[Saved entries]
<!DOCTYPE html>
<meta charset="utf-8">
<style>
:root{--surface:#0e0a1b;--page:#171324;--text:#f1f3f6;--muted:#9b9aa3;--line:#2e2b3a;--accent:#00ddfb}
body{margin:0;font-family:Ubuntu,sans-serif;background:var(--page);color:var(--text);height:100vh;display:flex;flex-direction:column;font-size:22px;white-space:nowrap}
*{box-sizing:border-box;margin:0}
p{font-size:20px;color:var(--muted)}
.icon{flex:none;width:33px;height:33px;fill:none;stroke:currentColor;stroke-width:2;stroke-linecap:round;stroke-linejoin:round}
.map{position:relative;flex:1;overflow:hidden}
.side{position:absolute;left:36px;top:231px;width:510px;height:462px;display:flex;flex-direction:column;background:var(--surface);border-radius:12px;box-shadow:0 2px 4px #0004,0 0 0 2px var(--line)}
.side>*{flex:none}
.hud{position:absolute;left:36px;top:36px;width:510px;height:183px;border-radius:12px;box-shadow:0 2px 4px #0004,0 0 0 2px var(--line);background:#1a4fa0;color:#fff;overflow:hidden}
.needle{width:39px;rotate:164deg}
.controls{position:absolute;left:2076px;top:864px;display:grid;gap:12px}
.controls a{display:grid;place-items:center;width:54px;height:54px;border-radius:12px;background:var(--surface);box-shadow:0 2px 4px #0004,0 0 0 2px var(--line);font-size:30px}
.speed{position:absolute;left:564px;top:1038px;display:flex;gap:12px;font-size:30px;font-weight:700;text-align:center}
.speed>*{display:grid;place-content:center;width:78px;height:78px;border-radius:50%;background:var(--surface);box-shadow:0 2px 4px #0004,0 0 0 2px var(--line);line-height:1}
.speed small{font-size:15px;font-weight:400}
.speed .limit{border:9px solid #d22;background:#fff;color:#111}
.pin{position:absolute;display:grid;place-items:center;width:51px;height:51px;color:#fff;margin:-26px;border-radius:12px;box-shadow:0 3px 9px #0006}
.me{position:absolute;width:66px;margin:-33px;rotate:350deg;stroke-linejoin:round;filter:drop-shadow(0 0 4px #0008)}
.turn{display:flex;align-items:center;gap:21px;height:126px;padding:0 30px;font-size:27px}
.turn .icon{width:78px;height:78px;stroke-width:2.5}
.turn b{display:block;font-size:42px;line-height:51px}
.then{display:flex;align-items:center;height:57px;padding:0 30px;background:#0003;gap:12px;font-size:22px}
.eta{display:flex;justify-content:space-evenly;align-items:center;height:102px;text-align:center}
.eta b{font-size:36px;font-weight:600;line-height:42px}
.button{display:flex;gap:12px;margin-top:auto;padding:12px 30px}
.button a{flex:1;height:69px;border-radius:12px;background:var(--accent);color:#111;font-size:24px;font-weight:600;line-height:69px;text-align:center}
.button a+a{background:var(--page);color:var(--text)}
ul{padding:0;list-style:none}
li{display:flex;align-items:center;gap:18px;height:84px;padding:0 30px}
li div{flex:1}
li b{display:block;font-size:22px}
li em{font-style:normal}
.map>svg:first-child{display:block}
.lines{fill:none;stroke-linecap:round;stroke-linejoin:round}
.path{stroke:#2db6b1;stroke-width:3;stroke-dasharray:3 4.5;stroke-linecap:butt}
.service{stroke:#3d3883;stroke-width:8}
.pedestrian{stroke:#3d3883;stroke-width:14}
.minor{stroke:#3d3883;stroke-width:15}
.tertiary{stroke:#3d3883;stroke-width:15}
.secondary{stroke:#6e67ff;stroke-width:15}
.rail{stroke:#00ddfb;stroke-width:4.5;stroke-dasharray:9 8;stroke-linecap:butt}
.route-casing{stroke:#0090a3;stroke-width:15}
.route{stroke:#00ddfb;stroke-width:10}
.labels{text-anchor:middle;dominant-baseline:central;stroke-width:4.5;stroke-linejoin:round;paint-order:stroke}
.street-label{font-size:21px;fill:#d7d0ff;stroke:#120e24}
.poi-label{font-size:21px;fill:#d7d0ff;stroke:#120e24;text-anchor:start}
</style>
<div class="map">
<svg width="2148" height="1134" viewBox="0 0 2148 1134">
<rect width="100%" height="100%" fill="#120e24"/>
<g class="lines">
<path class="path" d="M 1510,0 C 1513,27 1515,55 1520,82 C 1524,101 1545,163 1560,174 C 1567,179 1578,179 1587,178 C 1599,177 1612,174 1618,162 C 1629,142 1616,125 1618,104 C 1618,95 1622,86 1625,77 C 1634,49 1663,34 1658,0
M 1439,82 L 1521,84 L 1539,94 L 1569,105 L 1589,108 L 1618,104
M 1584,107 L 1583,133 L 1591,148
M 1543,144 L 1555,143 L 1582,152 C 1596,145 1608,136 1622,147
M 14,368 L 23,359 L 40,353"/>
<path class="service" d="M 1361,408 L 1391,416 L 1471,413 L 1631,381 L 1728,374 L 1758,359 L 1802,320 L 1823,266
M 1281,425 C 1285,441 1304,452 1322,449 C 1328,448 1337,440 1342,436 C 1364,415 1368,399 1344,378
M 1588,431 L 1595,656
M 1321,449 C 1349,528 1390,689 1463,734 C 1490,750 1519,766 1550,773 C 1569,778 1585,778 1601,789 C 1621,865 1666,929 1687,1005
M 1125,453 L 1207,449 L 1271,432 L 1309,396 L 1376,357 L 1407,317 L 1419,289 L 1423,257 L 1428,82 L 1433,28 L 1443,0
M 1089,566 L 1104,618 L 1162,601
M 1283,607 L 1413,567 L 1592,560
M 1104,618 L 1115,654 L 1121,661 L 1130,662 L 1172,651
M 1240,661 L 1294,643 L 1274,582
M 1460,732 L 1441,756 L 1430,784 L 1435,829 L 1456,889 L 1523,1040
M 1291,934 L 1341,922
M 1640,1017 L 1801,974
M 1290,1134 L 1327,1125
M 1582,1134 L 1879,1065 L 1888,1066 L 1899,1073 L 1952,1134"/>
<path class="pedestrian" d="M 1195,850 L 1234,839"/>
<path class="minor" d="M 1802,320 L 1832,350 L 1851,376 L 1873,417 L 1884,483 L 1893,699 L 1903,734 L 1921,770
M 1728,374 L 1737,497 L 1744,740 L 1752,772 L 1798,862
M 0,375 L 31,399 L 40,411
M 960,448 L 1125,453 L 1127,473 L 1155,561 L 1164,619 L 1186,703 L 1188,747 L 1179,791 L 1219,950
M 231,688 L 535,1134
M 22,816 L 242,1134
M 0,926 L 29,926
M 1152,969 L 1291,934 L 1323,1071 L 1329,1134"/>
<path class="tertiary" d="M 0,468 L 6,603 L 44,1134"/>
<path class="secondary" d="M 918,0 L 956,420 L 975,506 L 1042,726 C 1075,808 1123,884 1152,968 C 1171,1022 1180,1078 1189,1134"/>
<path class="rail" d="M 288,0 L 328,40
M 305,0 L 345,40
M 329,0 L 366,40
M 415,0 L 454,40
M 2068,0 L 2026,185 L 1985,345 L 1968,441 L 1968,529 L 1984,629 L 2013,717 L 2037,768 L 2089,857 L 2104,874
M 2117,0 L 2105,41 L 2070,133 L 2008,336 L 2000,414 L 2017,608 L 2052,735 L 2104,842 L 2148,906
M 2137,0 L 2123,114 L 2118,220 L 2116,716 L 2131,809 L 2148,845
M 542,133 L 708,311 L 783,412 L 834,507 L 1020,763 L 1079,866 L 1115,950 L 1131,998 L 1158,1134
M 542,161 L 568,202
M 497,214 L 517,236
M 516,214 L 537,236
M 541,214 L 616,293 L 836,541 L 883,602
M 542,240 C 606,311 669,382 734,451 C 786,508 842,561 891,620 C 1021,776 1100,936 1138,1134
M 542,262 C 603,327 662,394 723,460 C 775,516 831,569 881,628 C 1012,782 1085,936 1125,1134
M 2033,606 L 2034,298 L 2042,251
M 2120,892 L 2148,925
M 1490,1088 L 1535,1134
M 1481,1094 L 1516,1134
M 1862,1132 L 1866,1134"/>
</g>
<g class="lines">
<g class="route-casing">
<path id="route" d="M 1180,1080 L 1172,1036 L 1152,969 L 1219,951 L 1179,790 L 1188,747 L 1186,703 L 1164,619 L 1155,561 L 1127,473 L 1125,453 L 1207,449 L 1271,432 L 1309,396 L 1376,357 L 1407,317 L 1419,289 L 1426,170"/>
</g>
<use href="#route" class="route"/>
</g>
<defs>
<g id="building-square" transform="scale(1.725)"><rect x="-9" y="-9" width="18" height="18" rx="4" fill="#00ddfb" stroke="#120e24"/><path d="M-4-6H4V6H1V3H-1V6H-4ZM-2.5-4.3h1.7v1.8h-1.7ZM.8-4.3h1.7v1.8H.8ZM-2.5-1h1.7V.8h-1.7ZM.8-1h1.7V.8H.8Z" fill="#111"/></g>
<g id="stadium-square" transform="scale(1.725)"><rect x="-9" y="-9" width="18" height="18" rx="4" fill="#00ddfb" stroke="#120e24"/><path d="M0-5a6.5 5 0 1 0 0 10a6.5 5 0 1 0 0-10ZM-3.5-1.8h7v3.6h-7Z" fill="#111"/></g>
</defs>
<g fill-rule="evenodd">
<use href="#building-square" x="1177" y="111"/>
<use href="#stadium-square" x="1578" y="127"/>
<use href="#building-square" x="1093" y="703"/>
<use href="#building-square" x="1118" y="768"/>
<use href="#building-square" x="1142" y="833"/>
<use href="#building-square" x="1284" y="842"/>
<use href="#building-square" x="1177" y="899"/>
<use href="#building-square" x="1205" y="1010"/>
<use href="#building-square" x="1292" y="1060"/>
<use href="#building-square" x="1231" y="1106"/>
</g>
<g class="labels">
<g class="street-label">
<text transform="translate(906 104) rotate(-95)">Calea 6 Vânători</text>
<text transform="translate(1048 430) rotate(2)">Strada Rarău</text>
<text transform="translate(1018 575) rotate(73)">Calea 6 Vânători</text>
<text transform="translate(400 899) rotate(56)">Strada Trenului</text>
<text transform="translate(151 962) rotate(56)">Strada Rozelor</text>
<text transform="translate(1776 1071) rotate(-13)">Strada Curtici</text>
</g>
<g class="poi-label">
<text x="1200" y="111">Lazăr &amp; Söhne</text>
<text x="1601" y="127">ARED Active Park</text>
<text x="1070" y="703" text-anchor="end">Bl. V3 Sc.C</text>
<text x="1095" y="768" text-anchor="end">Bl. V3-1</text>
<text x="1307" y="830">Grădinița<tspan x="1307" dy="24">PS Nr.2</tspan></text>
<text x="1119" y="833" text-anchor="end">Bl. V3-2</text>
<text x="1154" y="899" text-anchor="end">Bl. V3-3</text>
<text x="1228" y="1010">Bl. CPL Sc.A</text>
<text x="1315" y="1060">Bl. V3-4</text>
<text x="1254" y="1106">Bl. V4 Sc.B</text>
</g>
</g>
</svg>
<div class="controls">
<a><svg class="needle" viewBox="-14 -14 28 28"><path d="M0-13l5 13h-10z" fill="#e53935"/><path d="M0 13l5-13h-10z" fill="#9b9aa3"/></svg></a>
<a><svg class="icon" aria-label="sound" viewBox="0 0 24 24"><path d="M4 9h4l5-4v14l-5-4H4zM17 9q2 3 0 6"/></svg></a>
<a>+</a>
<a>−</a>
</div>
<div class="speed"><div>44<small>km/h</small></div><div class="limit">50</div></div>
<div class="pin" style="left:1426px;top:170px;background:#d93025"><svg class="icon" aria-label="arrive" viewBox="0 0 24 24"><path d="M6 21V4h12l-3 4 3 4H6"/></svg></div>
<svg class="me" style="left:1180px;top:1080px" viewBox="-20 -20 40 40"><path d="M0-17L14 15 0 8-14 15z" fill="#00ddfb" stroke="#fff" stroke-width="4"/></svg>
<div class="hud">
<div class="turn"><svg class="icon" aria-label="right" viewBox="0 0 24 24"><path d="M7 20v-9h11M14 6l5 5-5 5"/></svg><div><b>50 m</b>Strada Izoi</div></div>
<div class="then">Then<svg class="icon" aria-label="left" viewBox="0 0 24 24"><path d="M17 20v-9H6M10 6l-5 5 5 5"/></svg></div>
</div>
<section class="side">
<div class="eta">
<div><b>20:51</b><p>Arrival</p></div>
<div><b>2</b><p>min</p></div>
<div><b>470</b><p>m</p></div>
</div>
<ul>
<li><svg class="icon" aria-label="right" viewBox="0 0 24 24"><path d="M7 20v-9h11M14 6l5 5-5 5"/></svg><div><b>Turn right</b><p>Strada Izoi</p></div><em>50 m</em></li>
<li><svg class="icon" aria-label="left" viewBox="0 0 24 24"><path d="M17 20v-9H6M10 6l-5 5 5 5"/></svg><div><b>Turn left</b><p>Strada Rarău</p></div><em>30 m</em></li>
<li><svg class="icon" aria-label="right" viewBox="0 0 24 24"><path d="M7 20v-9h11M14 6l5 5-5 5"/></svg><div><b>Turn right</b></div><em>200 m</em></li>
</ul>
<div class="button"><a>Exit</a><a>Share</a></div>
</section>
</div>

— WHAT YOU WILL DO —
Work through the data and count each line holding the string "limit". Give only that count.

— EXERCISE OUTPUT —
2